Graf: Ich hatte Prostituierte, die für mich angeschafft haben. Dazu Beteiligungen an Klubs und illegalen Spiel-Casinos. Auf einmal hatte ich Geld, Frauen und Anerkennung.

SPOX: War es nicht schwer, sich an das Milieu zu gewöhnen?

Graf: Das geht relativ schnell. Man arbeitet nur noch nachts, die Ideale und Wertvorstellungen nehmen ab. Man trifft sich mit Kollegen, hat immer die gleichen Anlaufstellen und teilt das Finanzielle auf. Es ist fast schon ein geordneter Alltag.

SPOX: Haben Sie nicht in Angst gelebt? Vor der Polizei oder vor verfeindeten Banden?

Graf: Angst ist das falsche Wort.
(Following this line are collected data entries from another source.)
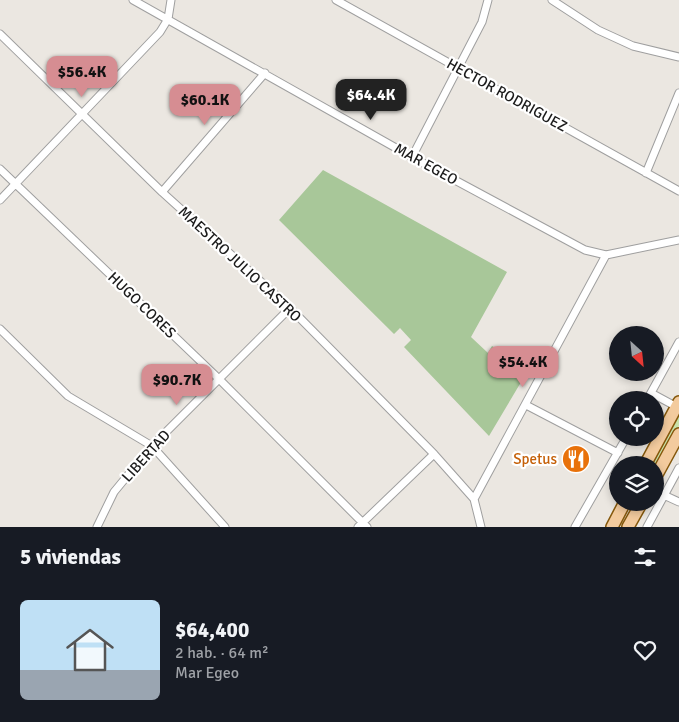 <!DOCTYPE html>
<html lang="es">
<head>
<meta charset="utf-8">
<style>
  body { margin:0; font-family:Signika,sans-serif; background:#20242c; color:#f1f3f6; height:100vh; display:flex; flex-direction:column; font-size:19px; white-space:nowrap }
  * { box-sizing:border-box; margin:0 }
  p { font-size:16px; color:#9ea1a6 }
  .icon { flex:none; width:28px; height:28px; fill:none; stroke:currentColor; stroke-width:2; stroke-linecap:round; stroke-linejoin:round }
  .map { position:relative; height:527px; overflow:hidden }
  .panel { display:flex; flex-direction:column; background:#171b24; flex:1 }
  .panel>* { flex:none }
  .needle { width:32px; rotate:153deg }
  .controls { position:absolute; left:609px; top:326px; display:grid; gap:10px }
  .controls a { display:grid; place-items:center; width:55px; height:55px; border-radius:50%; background:#171b24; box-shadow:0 2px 8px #0003; font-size:25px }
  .price { position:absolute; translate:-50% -42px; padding:0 11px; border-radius:10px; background:#d68d92; color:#111; font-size:16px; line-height:32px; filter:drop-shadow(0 1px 2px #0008) }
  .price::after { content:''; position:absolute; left:50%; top:30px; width:15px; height:11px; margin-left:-8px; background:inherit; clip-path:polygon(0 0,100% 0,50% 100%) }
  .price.on { background:#222; color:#fff }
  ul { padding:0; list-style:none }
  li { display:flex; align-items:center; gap:15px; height:125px; padding:0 20px }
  li span { display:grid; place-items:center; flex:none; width:140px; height:100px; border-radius:8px; color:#555 }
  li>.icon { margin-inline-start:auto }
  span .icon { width:60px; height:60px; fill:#fffc; stroke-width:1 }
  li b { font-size:21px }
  h2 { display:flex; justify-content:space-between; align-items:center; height:60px; padding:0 20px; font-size:21px }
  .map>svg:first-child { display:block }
  .grass { fill:#c8e2aa }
  .forest { fill:#a8c799 }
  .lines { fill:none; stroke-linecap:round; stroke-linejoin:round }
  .street-casing { stroke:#9f9f9f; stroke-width:9 }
  .primary-casing { stroke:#85580c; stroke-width:14 }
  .street { stroke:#fff; stroke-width:7 }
  .primary { stroke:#f3cb9e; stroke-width:11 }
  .labels { text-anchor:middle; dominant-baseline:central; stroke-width:4.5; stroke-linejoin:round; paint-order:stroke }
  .street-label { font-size:15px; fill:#1b1b1b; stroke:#fff }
  .food-label { font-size:15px; fill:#c56008; stroke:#fff; text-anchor:end }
</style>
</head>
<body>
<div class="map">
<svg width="679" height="527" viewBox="0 0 679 527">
  <rect width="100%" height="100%" fill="#ebe7e1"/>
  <!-- grass -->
  <path class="grass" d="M679,411V426L655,470V465H650Z"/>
  <!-- forest -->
  <path class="forest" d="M323,170L507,272L471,337L488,353L492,346L530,367L489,436L404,347L411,340L400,328L394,334L279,220Z"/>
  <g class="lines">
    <defs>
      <path id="street" d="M133,0L412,157L585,250L606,255L679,240
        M336,0L679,191
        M552,0L598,30L633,46L679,57
        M0,34L162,192L290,308L434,454L474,499
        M412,157L482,22L488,0
        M0,169L219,379L367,527
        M646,173L679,93
        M162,192L265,73
        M0,200L160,32L168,19L171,0
        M0,329L68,396L152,446L225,527
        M651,393L677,407
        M647,400L679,342
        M526,405L618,453
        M655,491L679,502
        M97,527L114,492L152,446L290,308
        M358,527L434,454
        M481,527L474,499L606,255
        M575,527L626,438
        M647,527L679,468"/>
      <path id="primary" d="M645,465L679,402
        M655,478L679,434
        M612,527L625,502
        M628,527L642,502"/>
    </defs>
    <!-- street casing -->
    <use href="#street" class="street-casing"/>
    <!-- primary casing -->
    <use href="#primary" class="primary-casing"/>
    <!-- street -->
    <use href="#street" class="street"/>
    <!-- primary -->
    <use href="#primary" class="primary"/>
  </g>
  <!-- icons -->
  <defs>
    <symbol id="restaurant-disc" viewBox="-11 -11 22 22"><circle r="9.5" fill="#e8710a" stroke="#fff"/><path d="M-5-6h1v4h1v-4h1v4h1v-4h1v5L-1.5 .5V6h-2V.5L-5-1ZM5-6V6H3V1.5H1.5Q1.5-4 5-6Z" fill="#fff"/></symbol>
  </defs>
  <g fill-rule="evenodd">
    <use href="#restaurant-disc" x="560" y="443" width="32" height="32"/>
  </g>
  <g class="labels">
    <!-- street labels -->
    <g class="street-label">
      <text transform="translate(507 95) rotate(29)">HECTOR RODRIGUEZ</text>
      <text transform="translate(426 164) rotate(29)">MAR EGEO</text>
      <text transform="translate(240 264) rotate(43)">MAESTRO JULIO CASTRO</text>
      <text transform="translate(142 305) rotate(44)">HUGO CORES</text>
      <text transform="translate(146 456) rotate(-48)">LIBERTAD</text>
    </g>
    <!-- food labels -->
    <g class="food-label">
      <text x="557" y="459">Spetus</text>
    </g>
  </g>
</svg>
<div class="controls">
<a><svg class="needle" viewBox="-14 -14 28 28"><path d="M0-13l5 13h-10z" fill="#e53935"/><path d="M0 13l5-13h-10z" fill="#9ea1a6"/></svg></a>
<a><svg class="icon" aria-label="locate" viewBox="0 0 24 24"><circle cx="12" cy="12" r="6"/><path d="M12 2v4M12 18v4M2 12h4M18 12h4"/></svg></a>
<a><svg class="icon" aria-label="layers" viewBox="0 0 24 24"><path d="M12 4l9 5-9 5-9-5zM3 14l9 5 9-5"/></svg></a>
</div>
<b class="price" style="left:82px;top:98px">$56.4K</b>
<b class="price on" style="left:371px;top:121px">$64.4K</b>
<b class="price" style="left:205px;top:126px">$60.1K</b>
<b class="price" style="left:523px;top:388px">$54.4K</b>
<b class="price" style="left:177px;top:406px">$90.7K</b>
</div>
<section class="panel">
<h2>5 viviendas<svg class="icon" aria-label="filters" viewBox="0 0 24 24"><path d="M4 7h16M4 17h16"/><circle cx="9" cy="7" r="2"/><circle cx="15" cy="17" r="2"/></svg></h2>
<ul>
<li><span style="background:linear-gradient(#bfe0f5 70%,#9aa5b1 0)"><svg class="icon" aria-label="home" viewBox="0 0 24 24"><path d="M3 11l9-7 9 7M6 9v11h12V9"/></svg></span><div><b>$64,400</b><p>2 hab. · 64 m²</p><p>Mar Egeo</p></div><svg class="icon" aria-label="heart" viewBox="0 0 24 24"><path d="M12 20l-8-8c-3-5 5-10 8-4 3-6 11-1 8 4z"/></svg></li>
</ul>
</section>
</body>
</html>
Natürlich ist man vorsichtig. Gewalt ist eine Währung auf der Straße, dessen muss man sich bewusst sein. Ich habe einige Schießereien erlebt und hatte immer das Glück, nie verletzt worden zu sein. Aber trotzdem habe ich mir keine Gedanken über mögliche Konsequenzen gemacht.

SPOX: Können Sie sich noch an den damaligen Charly Graf zurückerinnern? Quasi an Ihr junges Alter Ego?

Graf: Ich habe Sachen gemacht, die jenseits von Gut und Böse waren. Schuldgefühle kannte ich einfach nicht. Als Zuhälter verliert man sowieso den Respekt vor Frauen. Anders geht es auch gar nicht. Ich war ein asozialer Kotzbrocken, wenn man es auf den Punkt bringen will.

SPOX: Die Quittung dafür kassierten Sie einige Jahre später vom Staat. Wegen Glücksspiels, Zuhälterei und Rohheitsdelikten saßen Sie mit Unterbrechungen insgesamt rund zehn Jahre in Haft. Können Sie sich noch an das Gefühl erinnern, als Sie zum ersten Mal Ihre Zelle betraten?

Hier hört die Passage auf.